Dr. Ardemis A. Boghossian, California Institute of Technology
Seminar Abstract
Plants have evolved highly sophisticated mechanisms of self-repair to regenerate proteins that become photo-damaged over time. In the absence of this self-repair cycle, plants demonstrate less than 5% of their photosynthetic yield, diminishing plant growth and lifetime. Key to this self-repair process is the reversible self-assembly of protein complexes, which is characterized by the molecular recognition of parts, kinetic trapping of meta-stable thermodynamic states, and chemical signaling to switch between states. In this seminar, we explore both biomimetic and natural regenerative mechanisms in an effort to develop biological light-harvesting devices with prolonged lifetimes. We demonstrate the first synthetic photoelectrochemical cell capable of mimicking key aspects of the self-repair cycle. The dynamic photoelectrochemical complex consists of two recombinant proteins, phospholipids, and a single-walled carbon nanotube (SWCNT) that reversibly assemble into a particular configuration, forming an array of lipid bilayers housing light-converting proteins. Surfactant addition and removal are used to signal between the disassembly and re-assembly of the photoactive complex, and a kinetic model reveals that the thermodynamically meta-stable complex can transition reversibly between free components and the assembled state at surfactant removal rates above 10-5 sec-1. Application of a biomimetic regeneration cycle increases photoconversion efficiency by more than 300% over 168 hours and extends the solar cell lifetime indefinitely. We also demonstrate the first intact, chloroplast-based biofuel cell. Application of regenerative, reactive oxygen species (ROS) scavenging nanoceria (NC) particles is shown to enhance the natural regeneration cycle and fuel cell power output. Thus, the interface of nanotechnology with biological, light-harvesting components enables a new generation of dynamic, biological solar cells with enhanced natural and biomimetic self-repair mechanisms.
Biography
Ardemis A. Boghossian is currently a postdoctoral researcher in the Frances H. Arnold lab at the California Institute of Technology.

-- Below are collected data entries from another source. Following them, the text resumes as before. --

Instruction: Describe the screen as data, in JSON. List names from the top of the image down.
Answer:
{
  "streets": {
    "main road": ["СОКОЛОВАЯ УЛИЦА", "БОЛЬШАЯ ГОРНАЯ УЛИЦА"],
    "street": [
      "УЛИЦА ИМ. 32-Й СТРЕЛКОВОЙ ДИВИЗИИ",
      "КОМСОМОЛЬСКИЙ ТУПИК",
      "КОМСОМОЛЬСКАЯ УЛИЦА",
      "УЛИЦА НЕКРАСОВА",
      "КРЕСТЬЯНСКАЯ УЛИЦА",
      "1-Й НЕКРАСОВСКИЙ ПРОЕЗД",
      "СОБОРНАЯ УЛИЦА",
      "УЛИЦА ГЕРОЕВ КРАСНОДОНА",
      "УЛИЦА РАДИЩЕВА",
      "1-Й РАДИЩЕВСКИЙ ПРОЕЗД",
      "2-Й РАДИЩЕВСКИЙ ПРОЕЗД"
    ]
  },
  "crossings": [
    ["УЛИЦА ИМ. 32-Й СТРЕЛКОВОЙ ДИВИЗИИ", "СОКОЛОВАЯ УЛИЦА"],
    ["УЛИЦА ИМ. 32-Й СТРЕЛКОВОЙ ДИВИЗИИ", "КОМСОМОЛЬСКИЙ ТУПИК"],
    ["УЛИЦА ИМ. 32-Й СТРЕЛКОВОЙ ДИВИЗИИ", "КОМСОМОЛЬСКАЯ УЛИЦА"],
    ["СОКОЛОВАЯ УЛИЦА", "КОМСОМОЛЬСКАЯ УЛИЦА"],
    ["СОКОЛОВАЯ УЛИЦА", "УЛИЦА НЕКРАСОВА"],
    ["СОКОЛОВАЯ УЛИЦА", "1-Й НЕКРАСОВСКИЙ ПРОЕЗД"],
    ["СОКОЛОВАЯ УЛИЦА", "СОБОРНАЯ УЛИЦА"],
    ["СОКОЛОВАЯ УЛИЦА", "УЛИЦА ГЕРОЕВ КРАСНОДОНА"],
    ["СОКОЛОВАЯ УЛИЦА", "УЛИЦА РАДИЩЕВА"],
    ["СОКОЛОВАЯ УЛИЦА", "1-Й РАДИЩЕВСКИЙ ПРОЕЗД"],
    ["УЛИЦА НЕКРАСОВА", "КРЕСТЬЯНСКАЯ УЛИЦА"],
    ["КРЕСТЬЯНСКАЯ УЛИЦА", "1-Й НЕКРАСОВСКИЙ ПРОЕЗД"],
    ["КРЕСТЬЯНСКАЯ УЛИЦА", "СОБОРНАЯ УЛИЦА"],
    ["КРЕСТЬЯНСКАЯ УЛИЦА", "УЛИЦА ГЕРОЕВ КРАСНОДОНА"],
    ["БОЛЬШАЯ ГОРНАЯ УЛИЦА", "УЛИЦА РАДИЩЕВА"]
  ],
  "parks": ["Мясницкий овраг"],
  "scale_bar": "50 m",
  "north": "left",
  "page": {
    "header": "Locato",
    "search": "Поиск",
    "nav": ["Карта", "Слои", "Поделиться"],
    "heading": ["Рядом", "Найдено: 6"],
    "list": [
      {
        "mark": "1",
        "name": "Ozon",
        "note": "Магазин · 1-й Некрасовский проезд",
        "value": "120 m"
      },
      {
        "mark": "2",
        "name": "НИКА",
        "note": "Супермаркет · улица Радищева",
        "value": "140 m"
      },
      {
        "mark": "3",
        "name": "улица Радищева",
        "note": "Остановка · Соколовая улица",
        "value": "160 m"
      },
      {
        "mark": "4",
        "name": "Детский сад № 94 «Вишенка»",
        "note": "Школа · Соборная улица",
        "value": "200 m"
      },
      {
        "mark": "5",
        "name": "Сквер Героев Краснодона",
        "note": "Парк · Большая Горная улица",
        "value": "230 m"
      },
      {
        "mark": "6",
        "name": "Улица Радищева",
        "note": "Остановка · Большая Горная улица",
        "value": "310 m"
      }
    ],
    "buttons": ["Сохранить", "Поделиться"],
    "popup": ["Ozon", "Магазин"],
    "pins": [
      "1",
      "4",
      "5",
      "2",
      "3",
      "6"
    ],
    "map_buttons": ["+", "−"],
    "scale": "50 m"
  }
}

She received her B.S. in Chemical Engineering from the University of Michigan in 2007. In 2012, she received her Ph.D. in Chemical Engineering from the Massachusetts Institute of Technology under the supervision of Michael S Strano. As a NDSEG fellow, Ardemis has contributed to the experimental and theoretical development of nanotube-based optoelectronic devices for both light-harvesting and sensing applications. Her current postdoctoral research focuses on using protein engineering and directed evolution to address the solar energy challenge.